**About this exercise**
What is needed is a faithful copy of all the entries, with no pictures in it.

--------------------

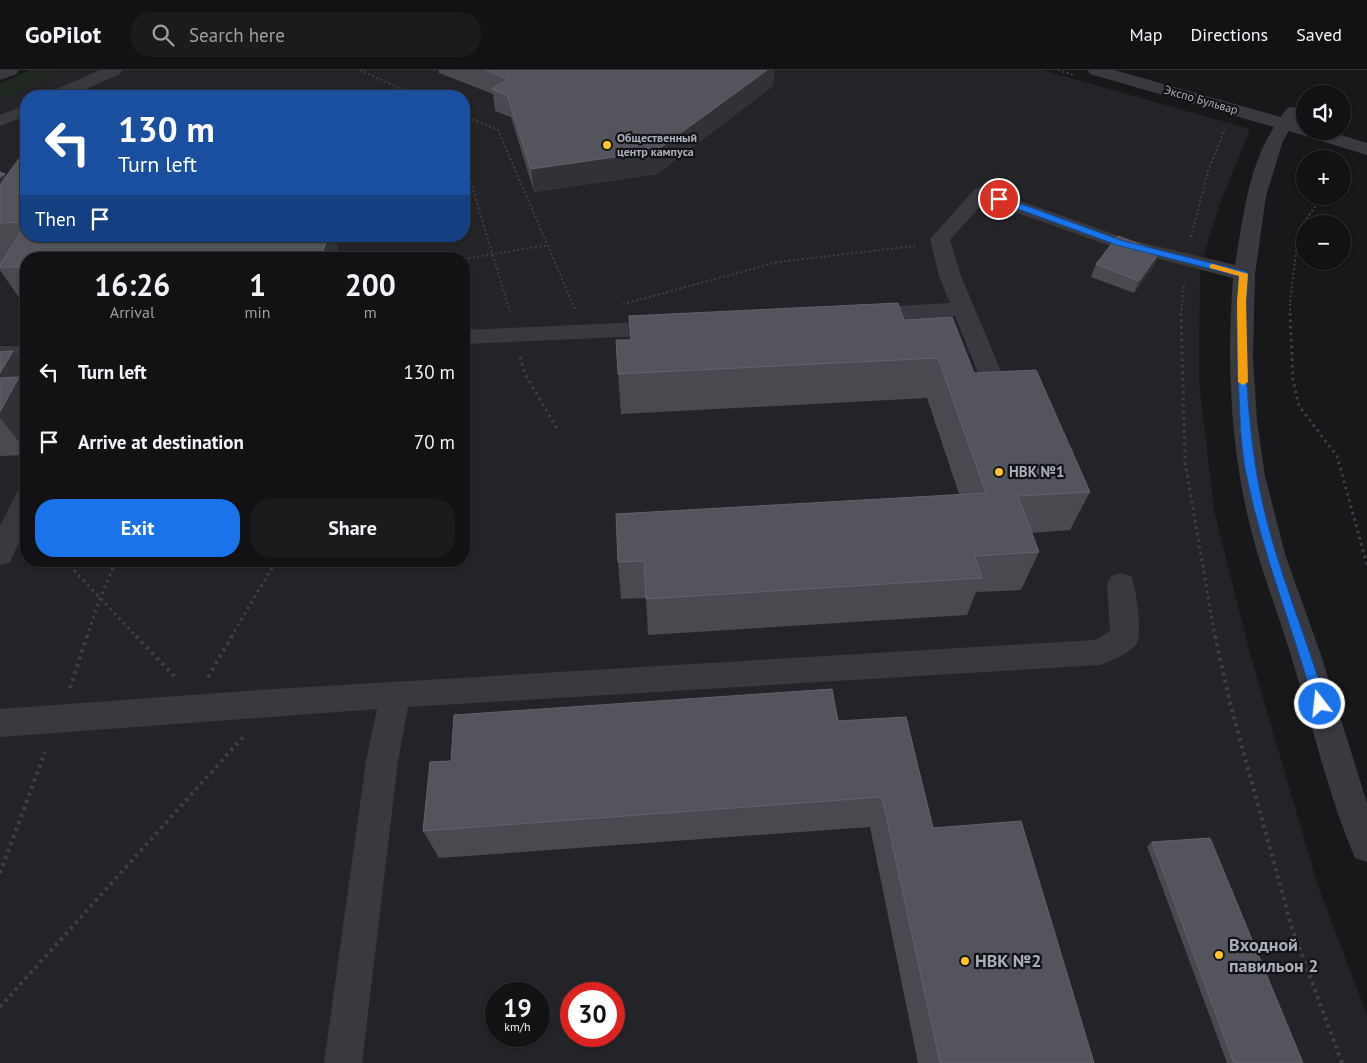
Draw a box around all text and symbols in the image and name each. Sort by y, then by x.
search box [131,12,481,57]
text: GoPilot [25,19,101,50]
icon: search [149,21,177,49]
text: Search here [189,23,285,47]
text: Map [1130,23,1162,46]
text: Directions [1190,23,1268,46]
text: Saved [1296,23,1342,46]
street label: Экспо Бульвар [1163,82,1240,117]
map controls [1296,85,1351,270]
button: sound [1296,85,1351,140]
text: 130 m [118,106,215,152]
icon: left [35,110,100,175]
place label: Общественный центр кампуса [617,130,697,159]
marker: Общественный центр кампуса [601,139,613,151]
text: Turn left [118,150,197,178]
button: + [1296,150,1351,205]
pin [978,178,1020,220]
icon: arrive [985,185,1013,213]
icon: arrive [86,205,114,233]
text: Then [35,207,76,231]
button: − [1296,215,1351,270]
text: 16:26 [94,265,170,304]
text: 1 [249,265,266,304]
text: 200 [345,265,396,304]
text: Arrival [110,302,155,322]
text: min [245,302,271,322]
text: m [364,302,377,322]
icon: left [35,358,63,386]
text: Turn left [78,360,147,384]
text: 130 m [403,360,455,384]
icon: arrive [35,428,63,456]
text: Arrive at destination [78,430,244,454]
text: 70 m [414,430,455,454]
place label: НВК №1 [1009,462,1064,481]
marker: НВК №1 [993,466,1005,478]
button: Exit [35,499,240,557]
button: Share [250,499,455,557]
position arrow [1293,677,1345,729]
place label: Входной павильон 2 [1229,933,1319,977]
place label: НВК №2 [975,949,1041,972]
marker: Входной павильон 2 [1213,949,1225,961]
marker: НВК №2 [959,955,971,967]
speed limit sign: 30 [560,982,625,1047]
text: 19 [503,992,532,1024]
text: km/h [504,1019,531,1034]

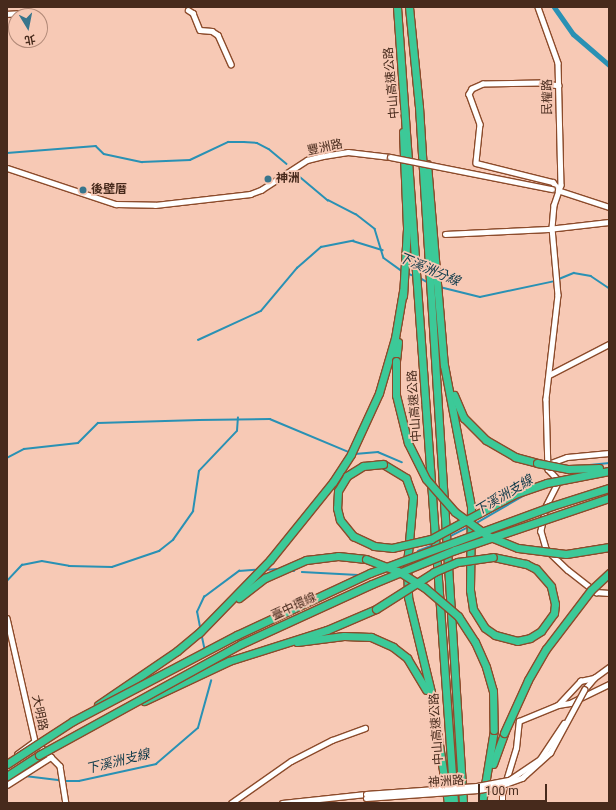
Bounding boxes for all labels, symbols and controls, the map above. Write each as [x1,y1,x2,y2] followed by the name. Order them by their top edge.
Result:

--------------------

**Response box**
Draw a box around all text and symbols in the image and name each. Sort by y, then by x.
search box [131,12,481,57]
text: GoPilot [25,19,101,50]
icon: search [149,21,177,49]
text: Search here [189,23,285,47]
text: Map [1130,23,1162,46]
text: Directions [1190,23,1268,46]
text: Saved [1296,23,1342,46]
street label: Экспо Бульвар [1163,82,1240,117]
map controls [1296,85,1351,270]
button: sound [1296,85,1351,140]
text: 130 m [118,106,215,152]
icon: left [35,110,100,175]
place label: Общественный центр кампуса [617,130,697,159]
marker: Общественный центр кампуса [601,139,613,151]
text: Turn left [118,150,197,178]
button: + [1296,150,1351,205]
pin [978,178,1020,220]
icon: arrive [985,185,1013,213]
icon: arrive [86,205,114,233]
text: Then [35,207,76,231]
button: − [1296,215,1351,270]
text: 16:26 [94,265,170,304]
text: 1 [249,265,266,304]
text: 200 [345,265,396,304]
text: Arrival [110,302,155,322]
text: min [245,302,271,322]
text: m [364,302,377,322]
icon: left [35,358,63,386]
text: Turn left [78,360,147,384]
text: 130 m [403,360,455,384]
icon: arrive [35,428,63,456]
text: Arrive at destination [78,430,244,454]
text: 70 m [414,430,455,454]
place label: НВК №1 [1009,462,1064,481]
marker: НВК №1 [993,466,1005,478]
button: Exit [35,499,240,557]
button: Share [250,499,455,557]
position arrow [1293,677,1345,729]
place label: Входной павильон 2 [1229,933,1319,977]
place label: НВК №2 [975,949,1041,972]
marker: Входной павильон 2 [1213,949,1225,961]
marker: НВК №2 [959,955,971,967]
speed limit sign: 30 [560,982,625,1047]
text: 19 [503,992,532,1024]
text: km/h [504,1019,531,1034]

Bounding boxes for all labels, symbols and controls, the map above. Write each as [x1,y1,x2,y2] followed by the name. Order them by their top edge.
Result:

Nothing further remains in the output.